The drivers of the excess 100 vehicles end up parking in nearby residential neighborhoods or in parking spaces intended for users of the shoreline park.
The Headlands and Columbia homeowner associations (HOA), which have public streets, and the Bay Colony, Freeport, and Cantamar associations, which have private streets, are either asking for the city to take steps or implement local rules to deal with the overflow parking.
City staff are proposing a three-part approach to the issue, which includes parking permits within the homeowners associations, and parking charges for ferry users.
From the staff report:
- First, the city will approve a residential permit parking program on the public streets located at the Columbia and Headlands sub-HOAs. The permit parking program would prohibit vehicles from parking on those streets for more than four hours without a permit. Enforcement would be provided by the Alameda Police Department, and the HOAs would handle the cost and administration of permits.

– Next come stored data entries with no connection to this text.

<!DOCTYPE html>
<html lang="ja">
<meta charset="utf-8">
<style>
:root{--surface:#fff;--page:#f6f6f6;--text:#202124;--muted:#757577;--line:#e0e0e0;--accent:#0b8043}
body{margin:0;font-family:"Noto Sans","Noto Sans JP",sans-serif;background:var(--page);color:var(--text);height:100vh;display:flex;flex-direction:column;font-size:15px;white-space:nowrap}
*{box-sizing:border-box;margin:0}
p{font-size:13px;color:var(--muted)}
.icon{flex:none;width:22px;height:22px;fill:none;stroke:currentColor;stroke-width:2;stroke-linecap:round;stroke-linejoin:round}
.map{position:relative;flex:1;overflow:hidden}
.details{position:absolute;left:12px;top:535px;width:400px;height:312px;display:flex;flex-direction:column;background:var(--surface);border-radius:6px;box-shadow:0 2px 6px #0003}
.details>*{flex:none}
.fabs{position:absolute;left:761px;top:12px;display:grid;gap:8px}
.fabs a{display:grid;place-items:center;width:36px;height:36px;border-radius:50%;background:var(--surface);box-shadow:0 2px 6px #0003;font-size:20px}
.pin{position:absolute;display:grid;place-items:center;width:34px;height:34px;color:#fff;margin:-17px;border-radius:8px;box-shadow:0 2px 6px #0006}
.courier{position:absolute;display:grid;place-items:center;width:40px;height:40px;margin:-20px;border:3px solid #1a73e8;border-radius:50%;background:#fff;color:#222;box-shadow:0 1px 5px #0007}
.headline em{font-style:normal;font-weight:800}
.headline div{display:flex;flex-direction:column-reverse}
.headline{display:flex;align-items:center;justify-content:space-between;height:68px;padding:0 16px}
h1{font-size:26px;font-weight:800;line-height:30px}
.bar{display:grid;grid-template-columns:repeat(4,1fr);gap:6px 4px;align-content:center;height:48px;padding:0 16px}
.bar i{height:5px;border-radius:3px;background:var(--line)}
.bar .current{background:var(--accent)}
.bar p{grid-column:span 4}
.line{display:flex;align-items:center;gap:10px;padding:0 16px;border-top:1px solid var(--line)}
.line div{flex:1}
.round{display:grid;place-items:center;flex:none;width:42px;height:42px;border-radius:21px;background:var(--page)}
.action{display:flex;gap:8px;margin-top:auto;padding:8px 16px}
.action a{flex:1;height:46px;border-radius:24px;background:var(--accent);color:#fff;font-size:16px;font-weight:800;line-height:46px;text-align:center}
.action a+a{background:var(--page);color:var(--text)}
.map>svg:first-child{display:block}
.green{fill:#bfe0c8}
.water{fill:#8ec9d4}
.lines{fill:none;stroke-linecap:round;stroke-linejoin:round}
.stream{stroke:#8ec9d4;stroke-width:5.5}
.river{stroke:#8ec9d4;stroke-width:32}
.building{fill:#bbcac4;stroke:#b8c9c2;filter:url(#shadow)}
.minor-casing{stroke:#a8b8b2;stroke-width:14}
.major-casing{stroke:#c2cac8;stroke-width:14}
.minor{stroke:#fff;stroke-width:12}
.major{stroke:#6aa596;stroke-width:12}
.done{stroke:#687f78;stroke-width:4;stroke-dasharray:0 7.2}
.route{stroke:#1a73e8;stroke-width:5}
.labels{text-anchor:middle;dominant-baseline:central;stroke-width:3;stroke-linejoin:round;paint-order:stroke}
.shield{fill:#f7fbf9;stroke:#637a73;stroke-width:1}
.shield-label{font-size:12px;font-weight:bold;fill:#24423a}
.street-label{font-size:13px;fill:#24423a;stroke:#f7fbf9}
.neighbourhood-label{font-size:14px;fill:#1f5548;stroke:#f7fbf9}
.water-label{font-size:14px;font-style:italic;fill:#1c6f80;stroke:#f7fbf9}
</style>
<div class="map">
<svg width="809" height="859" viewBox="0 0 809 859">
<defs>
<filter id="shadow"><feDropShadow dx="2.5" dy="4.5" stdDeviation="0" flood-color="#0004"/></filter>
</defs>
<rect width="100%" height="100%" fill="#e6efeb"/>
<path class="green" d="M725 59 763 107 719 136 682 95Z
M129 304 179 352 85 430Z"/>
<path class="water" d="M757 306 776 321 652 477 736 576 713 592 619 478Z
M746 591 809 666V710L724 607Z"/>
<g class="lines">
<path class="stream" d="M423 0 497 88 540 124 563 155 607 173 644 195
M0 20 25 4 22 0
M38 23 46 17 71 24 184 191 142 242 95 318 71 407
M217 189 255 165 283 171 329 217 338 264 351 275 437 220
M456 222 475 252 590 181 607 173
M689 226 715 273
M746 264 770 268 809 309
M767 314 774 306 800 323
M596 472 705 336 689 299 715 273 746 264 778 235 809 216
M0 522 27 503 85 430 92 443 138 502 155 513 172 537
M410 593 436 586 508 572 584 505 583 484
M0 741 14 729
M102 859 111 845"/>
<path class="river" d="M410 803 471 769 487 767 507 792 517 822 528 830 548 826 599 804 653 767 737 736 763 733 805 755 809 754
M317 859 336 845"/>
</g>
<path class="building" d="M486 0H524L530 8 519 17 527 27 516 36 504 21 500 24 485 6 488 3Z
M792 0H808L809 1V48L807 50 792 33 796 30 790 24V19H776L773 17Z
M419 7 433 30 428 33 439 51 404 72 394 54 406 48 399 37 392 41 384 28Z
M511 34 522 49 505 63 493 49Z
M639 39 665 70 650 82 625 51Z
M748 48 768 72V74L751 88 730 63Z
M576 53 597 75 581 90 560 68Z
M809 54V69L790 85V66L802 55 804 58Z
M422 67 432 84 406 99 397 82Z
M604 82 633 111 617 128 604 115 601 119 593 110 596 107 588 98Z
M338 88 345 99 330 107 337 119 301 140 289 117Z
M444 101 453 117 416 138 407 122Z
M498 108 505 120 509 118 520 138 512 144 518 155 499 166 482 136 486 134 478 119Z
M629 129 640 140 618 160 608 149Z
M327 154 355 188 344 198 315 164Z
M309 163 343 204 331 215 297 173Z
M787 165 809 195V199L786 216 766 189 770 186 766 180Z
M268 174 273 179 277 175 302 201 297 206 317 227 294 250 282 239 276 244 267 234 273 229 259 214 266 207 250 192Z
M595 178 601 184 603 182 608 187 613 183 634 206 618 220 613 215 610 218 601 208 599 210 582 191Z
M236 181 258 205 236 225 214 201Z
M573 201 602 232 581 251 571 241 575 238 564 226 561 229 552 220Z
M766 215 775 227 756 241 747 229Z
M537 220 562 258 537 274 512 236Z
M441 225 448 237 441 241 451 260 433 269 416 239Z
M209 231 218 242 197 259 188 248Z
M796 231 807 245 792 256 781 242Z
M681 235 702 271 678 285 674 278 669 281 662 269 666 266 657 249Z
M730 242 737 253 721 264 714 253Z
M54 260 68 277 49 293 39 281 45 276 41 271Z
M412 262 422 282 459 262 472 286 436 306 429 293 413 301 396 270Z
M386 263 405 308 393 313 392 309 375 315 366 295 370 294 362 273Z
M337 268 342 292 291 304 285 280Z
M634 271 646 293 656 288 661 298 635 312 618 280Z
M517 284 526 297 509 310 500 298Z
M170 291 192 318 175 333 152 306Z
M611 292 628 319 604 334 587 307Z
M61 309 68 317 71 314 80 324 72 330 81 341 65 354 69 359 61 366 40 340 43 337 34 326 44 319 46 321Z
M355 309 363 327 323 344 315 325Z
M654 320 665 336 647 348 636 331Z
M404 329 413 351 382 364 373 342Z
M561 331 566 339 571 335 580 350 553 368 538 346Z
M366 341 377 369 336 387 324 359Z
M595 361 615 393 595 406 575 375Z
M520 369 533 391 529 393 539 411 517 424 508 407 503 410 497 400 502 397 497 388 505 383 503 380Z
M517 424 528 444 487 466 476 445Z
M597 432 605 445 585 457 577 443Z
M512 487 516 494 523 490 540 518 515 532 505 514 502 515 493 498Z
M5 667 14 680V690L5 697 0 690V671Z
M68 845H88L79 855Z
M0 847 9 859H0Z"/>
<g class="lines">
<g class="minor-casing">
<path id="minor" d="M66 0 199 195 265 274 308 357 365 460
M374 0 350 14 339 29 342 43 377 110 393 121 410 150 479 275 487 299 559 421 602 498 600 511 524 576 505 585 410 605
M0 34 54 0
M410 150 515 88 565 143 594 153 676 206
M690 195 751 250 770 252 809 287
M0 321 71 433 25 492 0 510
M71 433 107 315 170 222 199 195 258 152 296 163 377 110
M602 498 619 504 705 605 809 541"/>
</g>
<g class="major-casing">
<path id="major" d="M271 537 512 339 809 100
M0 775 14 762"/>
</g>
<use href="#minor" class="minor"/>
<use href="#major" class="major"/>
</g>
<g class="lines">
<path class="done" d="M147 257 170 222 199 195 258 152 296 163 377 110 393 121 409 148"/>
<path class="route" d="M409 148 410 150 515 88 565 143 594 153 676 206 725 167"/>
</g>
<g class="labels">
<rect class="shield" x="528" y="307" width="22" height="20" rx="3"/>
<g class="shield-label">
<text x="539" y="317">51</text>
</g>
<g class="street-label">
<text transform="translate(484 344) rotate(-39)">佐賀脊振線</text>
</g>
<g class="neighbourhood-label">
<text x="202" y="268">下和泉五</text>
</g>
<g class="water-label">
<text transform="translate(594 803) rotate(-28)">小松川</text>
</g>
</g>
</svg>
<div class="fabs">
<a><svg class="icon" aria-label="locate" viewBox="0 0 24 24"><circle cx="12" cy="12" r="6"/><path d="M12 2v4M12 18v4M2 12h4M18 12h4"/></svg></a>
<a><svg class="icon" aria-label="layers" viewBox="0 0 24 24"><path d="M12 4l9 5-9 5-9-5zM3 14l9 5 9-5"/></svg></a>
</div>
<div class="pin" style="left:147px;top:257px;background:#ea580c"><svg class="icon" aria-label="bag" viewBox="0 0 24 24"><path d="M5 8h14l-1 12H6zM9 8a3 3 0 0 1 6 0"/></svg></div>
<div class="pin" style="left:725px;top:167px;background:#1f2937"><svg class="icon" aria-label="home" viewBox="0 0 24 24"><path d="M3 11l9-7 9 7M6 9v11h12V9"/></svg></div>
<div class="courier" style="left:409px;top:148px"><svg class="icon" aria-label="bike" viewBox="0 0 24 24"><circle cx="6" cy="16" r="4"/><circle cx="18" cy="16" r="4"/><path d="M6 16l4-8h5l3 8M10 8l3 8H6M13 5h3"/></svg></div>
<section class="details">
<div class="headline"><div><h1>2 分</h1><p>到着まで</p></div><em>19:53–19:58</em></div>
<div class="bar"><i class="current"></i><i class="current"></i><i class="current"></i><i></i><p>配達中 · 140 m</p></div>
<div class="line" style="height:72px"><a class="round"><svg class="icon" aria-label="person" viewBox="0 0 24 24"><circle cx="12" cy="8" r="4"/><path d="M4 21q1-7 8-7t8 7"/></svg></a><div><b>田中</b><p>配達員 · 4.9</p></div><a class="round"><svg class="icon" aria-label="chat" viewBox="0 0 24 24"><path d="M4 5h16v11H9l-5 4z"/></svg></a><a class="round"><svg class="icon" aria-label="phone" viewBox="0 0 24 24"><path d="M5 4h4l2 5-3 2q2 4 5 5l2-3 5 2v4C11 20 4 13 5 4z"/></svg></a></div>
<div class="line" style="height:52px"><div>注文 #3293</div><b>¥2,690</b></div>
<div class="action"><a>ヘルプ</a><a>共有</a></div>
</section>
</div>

- Second, charge $2-$4 per day for parking at the 250 parking spaces at the ferry parking terminal. Parking charges encourage existing parkers to choose alternative transportation to the ferry and generate revenue to fund the plan’s third component.
- Third, provide free, reliable transit service through the residential communities of east Alameda and Harbor Bay, where most ferry riders live. This free transit service may mirror the Harbor Bay Business Park’s existing service but in Harbor Bay’s residential communities. Or it may rely on an improved AC Transit’s Line 21, which is free for users who transfer to the ferry, but is currently unreliable. Staff is exploring whether the transit service’s route can include a stop at a location with expanded parking supply, such as the parking lot at the Chuck Corica Golf Complex.
City staffers would conduct outreach to ferry users, to collect feedback, through the summer, with a view to implementing the plan on January 1, 2017.
The Water Emergency Transportation Authority, which operates the ferry service, considers parking charges a change in fare, which would be subject to approval by that agency’s board of directors.
Parking enforcement revenue is expected to cover enforcement cost, theoretically resulting in a cost neutral program.